Work instructions:
In the records below, the lines from the one containing "strokePath(dot, '#fff', 1.5);" through the last are to be reproduced exactly and alone.

[Exercise data]

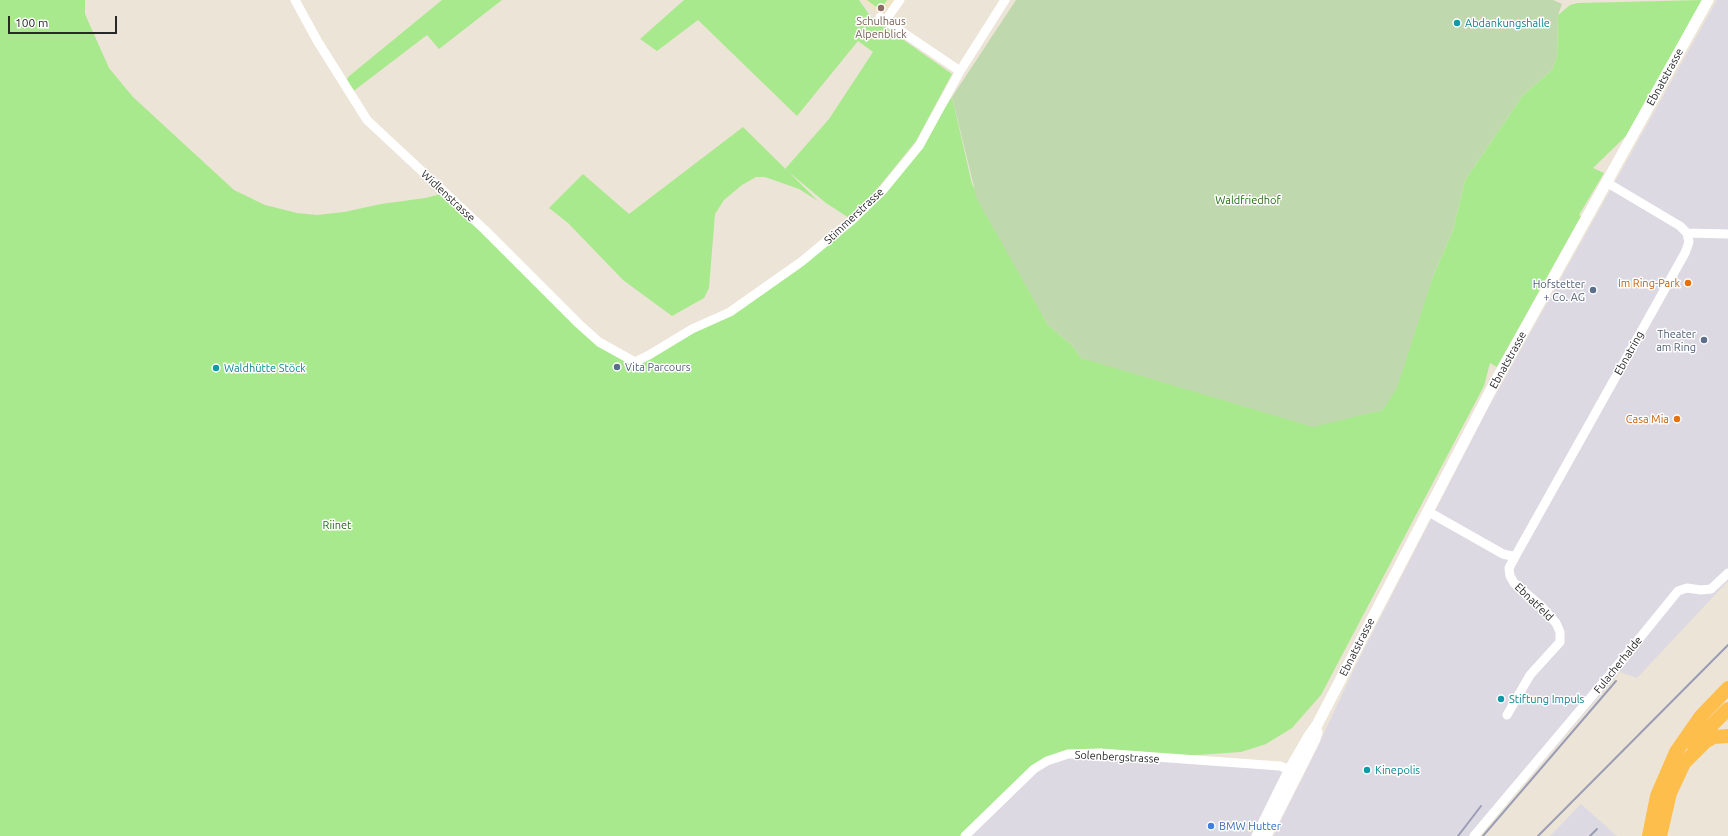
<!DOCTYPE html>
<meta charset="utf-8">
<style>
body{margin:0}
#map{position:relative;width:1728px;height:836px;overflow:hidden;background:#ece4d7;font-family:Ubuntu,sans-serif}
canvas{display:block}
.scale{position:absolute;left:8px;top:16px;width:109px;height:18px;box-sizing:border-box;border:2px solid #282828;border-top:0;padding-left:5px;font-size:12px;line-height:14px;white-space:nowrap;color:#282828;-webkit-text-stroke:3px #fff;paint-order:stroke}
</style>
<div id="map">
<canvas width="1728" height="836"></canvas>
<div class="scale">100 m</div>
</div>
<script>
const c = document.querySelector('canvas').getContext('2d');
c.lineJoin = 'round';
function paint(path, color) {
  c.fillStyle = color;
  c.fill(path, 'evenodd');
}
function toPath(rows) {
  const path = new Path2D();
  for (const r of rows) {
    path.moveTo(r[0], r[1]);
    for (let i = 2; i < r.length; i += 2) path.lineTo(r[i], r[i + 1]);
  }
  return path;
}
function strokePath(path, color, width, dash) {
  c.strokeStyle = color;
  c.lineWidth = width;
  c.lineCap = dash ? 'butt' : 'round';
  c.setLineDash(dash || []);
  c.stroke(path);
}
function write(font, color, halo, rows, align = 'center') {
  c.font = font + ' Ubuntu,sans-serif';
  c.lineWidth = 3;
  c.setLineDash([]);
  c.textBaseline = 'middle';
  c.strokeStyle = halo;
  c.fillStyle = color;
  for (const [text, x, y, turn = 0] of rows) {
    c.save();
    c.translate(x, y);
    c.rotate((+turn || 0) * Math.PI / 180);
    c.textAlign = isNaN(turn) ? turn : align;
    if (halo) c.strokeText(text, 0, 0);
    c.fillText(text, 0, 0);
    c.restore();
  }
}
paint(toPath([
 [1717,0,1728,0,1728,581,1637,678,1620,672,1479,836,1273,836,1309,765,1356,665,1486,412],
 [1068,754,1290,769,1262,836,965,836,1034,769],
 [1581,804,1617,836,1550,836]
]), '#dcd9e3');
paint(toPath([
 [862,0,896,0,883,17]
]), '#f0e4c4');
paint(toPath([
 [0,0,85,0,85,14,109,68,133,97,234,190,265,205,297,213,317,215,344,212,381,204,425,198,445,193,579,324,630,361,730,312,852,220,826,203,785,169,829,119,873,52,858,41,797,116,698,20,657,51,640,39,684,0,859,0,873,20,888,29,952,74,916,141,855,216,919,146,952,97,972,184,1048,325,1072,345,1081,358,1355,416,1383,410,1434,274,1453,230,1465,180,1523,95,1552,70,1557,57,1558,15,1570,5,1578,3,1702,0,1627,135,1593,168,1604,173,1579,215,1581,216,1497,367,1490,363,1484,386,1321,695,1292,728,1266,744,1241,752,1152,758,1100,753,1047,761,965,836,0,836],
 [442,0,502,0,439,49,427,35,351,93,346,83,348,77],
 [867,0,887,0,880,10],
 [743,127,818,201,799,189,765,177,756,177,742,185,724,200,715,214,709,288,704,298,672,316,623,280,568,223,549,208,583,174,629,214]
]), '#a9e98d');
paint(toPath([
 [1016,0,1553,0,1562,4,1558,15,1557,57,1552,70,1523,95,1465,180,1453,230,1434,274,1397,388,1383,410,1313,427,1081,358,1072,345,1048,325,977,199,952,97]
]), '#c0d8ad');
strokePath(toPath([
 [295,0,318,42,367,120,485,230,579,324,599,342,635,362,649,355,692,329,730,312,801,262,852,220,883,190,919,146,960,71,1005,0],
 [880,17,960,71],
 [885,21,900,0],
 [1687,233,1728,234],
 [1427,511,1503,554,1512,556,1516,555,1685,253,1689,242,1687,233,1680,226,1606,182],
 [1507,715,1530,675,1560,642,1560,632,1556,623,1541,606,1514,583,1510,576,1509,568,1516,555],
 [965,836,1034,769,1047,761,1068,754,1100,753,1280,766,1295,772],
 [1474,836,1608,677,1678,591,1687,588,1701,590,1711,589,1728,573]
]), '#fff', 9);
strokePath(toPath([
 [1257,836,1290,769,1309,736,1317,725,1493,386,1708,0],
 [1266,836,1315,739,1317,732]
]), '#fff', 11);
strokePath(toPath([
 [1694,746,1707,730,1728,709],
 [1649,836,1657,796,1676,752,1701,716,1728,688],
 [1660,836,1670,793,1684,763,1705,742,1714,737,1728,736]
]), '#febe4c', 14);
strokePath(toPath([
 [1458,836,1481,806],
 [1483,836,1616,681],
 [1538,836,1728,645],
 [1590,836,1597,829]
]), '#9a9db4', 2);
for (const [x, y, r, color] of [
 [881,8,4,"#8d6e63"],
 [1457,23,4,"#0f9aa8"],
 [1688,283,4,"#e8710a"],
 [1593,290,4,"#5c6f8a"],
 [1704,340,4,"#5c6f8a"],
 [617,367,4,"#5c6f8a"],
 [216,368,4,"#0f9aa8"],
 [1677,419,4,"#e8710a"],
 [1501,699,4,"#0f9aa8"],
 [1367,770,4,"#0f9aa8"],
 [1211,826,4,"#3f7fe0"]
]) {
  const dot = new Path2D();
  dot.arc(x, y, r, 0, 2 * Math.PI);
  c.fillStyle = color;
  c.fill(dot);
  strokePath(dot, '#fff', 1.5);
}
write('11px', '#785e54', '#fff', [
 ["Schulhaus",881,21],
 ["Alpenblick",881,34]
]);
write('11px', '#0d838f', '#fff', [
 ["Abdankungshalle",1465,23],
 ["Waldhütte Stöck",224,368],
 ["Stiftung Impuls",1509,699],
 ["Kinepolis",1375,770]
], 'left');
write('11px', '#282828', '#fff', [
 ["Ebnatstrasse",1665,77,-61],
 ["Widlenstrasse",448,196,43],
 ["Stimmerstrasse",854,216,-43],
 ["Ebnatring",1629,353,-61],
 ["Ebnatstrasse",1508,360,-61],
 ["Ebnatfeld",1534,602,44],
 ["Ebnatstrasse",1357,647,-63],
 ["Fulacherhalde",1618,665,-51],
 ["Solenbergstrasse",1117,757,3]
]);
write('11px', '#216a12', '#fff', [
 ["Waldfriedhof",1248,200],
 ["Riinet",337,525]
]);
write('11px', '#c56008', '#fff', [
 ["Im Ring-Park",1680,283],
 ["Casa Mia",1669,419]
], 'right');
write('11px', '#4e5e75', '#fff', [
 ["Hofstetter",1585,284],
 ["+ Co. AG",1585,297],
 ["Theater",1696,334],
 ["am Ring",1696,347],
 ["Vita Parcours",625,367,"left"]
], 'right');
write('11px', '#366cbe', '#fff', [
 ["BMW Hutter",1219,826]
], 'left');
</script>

[/Exercise data]

Written solution:
  strokePath(dot, '#fff', 1.5);
}
write('11px', '#785e54', '#fff', [
 ["Schulhaus",881,21],
 ["Alpenblick",881,34]
]);
write('11px', '#0d838f', '#fff', [
 ["Abdankungshalle",1465,23],
 ["Waldhütte Stöck",224,368],
 ["Stiftung Impuls",1509,699],
 ["Kinepolis",1375,770]
], 'left');
write('11px', '#282828', '#fff', [
 ["Ebnatstrasse",1665,77,-61],
 ["Widlenstrasse",448,196,43],
 ["Stimmerstrasse",854,216,-43],
 ["Ebnatring",1629,353,-61],
 ["Ebnatstrasse",1508,360,-61],
 ["Ebnatfeld",1534,602,44],
 ["Ebnatstrasse",1357,647,-63],
 ["Fulacherhalde",1618,665,-51],
 ["Solenbergstrasse",1117,757,3]
]);
write('11px', '#216a12', '#fff', [
 ["Waldfriedhof",1248,200],
 ["Riinet",337,525]
]);
write('11px', '#c56008', '#fff', [
 ["Im Ring-Park",1680,283],
 ["Casa Mia",1669,419]
], 'right');
write('11px', '#4e5e75', '#fff', [
 ["Hofstetter",1585,284],
 ["+ Co. AG",1585,297],
 ["Theater",1696,334],
 ["am Ring",1696,347],
 ["Vita Parcours",625,367,"left"]
], 'right');
write('11px', '#366cbe', '#fff', [
 ["BMW Hutter",1219,826]
], 'left');
</script>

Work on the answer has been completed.